Twint: [REQUEST] Store Lookup outputs into Pandas

Created on 27 May 2019  路  14Comments  路  Source: twintproject/twint

Issue Template

Please use this template!

Initial Check

If the issue is a request please specify that it is a request in the title (Example: [REQUEST] more features). If this is a question regarding 'twint' please specify that it's a question in the title (Example: [QUESTION] What is x?). Please only submit issues related to 'twint'. Thanks.

Make sure you've checked the following:

  • [x] Python version is 3.6;
  • [x] Updated Twint with pip3 install --upgrade -e git+https://github.com/twintproject/twint.git@origin/master#egg=twint;
  • [x] I have searched the issues and there are no duplicates of this issue/question/request.

Command Ran

Please provide the _exact_ command ran including the username/search/code so I may reproduce the issue.

c = twint.Config()
c.Username = "noneprivacy"
c.Limit = 20
c.Pandas = True
twint.run.Following(c)
c = twint.Config()
c.Username = "noneprivacy"
c.Limit = 20
c.Pandas = True
twint.run.Followers(c)

Description of Issue

Please use as much detail as possible.

Hey there, I made some researches (and I may have done them wrong) but I couldn't find a way to store outputs from the Lookup search function thus I thought that it would be great to either be able to clean the data stored with the Store_object function or to implement a new function that would allow to store this kind of data into pandas dataframe which is doable with searches about Tweets, Followers, Following and Profile.

EDIT : It is not directly concerning the lookup function but the c.Pandas parameter is not working along with neither the twint.run.Following nor twint.run.Followers functions as it returns an "AttributeError: 'str' object has no attribute 'type'" related with the following line : if config.Pandas and obj.type == "user":.

Environment Details

Using Windows, Linux?
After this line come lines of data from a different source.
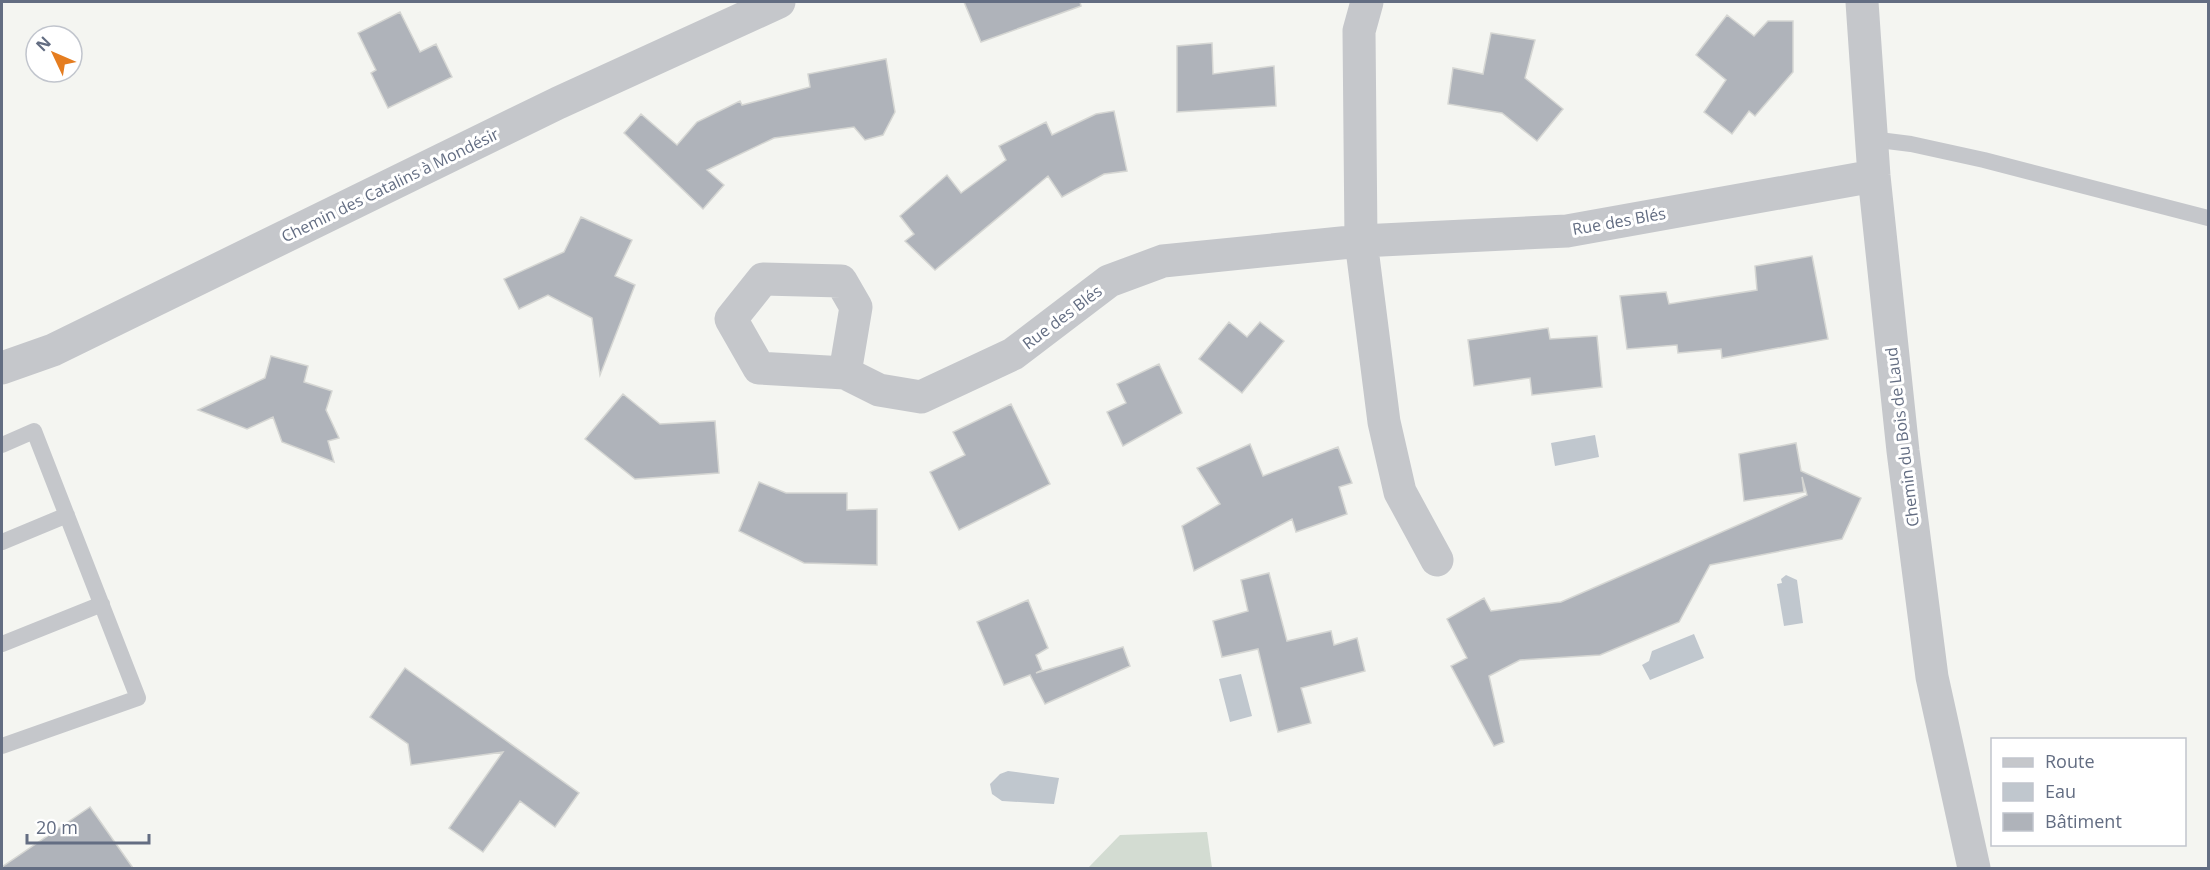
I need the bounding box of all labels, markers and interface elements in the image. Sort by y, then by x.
north arrow [24,24,84,84]
text: N [31,31,56,56]
street label: Chemin des Catalins à Mondésir [278,122,503,247]
street label: Rue des Blés [1571,202,1667,240]
street label: Rue des Blés [1018,280,1106,354]
street label: Chemin du Bois de Laud [1880,346,1924,528]
legend [1991,738,2186,846]
text: Route [2045,749,2095,773]
text: Eau [2045,779,2076,803]
scale bar [27,807,148,845]
text: Bâtiment [2045,809,2122,833]
text: 20 m [36,815,78,839]

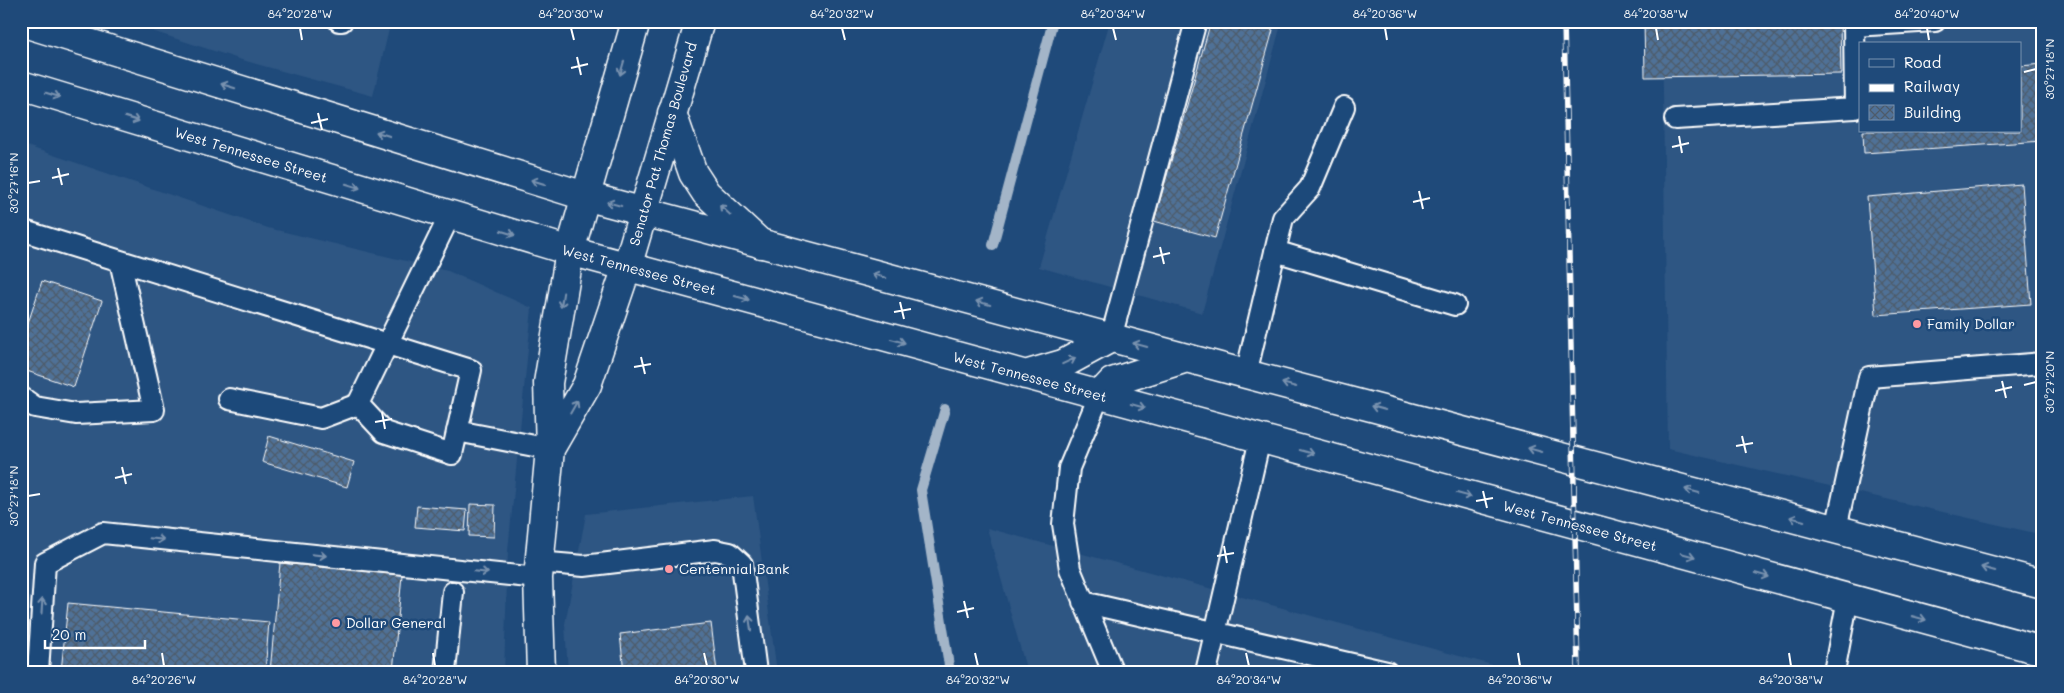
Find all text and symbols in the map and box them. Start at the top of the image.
text: 84°20'28"W [268,5,332,21]
text: 84°20'30"W [539,5,603,21]
text: 84°20'32"W [810,5,874,21]
text: 84°20'34"W [1081,5,1145,21]
text: 84°20'36"W [1353,5,1417,21]
text: 84°20'38"W [1624,5,1688,21]
text: 84°20'40"W [1895,5,1959,21]
text: 30°27'18"N [2041,39,2057,99]
street label: Senator Pat Thomas Boulevard [624,40,701,248]
legend [1859,42,2022,132]
text: Road [1904,52,1941,72]
one-way arrow [617,59,626,75]
text: Railway [1904,76,1960,96]
one-way arrow [220,81,236,91]
one-way arrow [45,91,61,100]
text: Building [1904,102,1961,122]
one-way arrow [124,114,140,124]
street label: West Tennessee Street [172,122,330,187]
one-way arrow [376,129,392,138]
text: 30°27'16"N [5,153,21,213]
one-way arrow [531,177,547,186]
one-way arrow [344,181,360,191]
one-way arrow [606,199,622,208]
one-way arrow [718,205,731,216]
one-way arrow [500,228,516,238]
street label: West Tennessee Street [560,240,718,299]
one-way arrow [872,270,888,280]
one-way arrow [557,291,567,307]
one-way arrow [733,294,749,303]
one-way arrow [975,298,991,308]
place label: Family Dollar [1927,314,2015,333]
marker: Family Dollar [1911,318,1923,330]
one-way arrow [890,337,906,346]
one-way arrow [1132,340,1148,350]
street label: West Tennessee Street [951,347,1109,406]
text: 30°27'20"N [2041,351,2057,413]
one-way arrow [1061,356,1076,365]
one-way arrow [1281,380,1297,389]
one-way arrow [570,401,580,415]
one-way arrow [1130,402,1146,412]
one-way arrow [1370,403,1386,413]
one-way arrow [1528,445,1544,454]
one-way arrow [1299,448,1315,457]
text: 30°27'18"N [5,466,21,526]
one-way arrow [1685,486,1701,495]
one-way arrow [1456,490,1472,500]
street label: West Tennessee Street [1501,496,1659,555]
one-way arrow [1789,514,1805,523]
one-way arrow [149,534,165,544]
one-way arrow [311,550,327,560]
one-way arrow [1680,551,1696,561]
place label: Centennial Bank [679,559,789,578]
marker: Centennial Bank [663,563,675,575]
one-way arrow [1980,564,1996,573]
one-way arrow [472,567,488,577]
one-way arrow [1753,571,1769,580]
one-way arrow [38,598,47,614]
place label: Dollar General [346,613,446,632]
one-way arrow [1910,613,1926,623]
one-way arrow [745,616,755,632]
marker: Dollar General [330,617,342,629]
scale bar [45,618,145,650]
text: 20 m [52,624,86,644]
text: 84°20'26"W [132,671,196,687]
text: 84°20'28"W [403,671,467,687]
text: 84°20'30"W [675,671,739,687]
text: 84°20'32"W [946,671,1010,687]
text: 84°20'34"W [1217,671,1281,687]
text: 84°20'36"W [1488,671,1552,687]
text: 84°20'38"W [1759,671,1823,687]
What OS version? Running this in Anaconda? Jupyter Notebook? Terminal?

Running it on Spyder 3.2.8 with Python 3.6. Using macOS 10.14.5

bug resolved

Most helpful comment

@amruizva there was an issue that has been fixed, you should not get that error message. Please update and retry

image

All 14 comments

Some testing might be needed, for now you get the data as expected

Now you can have dataframes for tweets, users (full info, like number of followers/following, etc) and following/followers (just lists)

To access the data of following users:
twint.storage.panda.Follow_df[config.Username]['following']
The same for followers

Hey @pielco11, thanks for the answer !

I'm however still facing some troubles as I'm a beginner.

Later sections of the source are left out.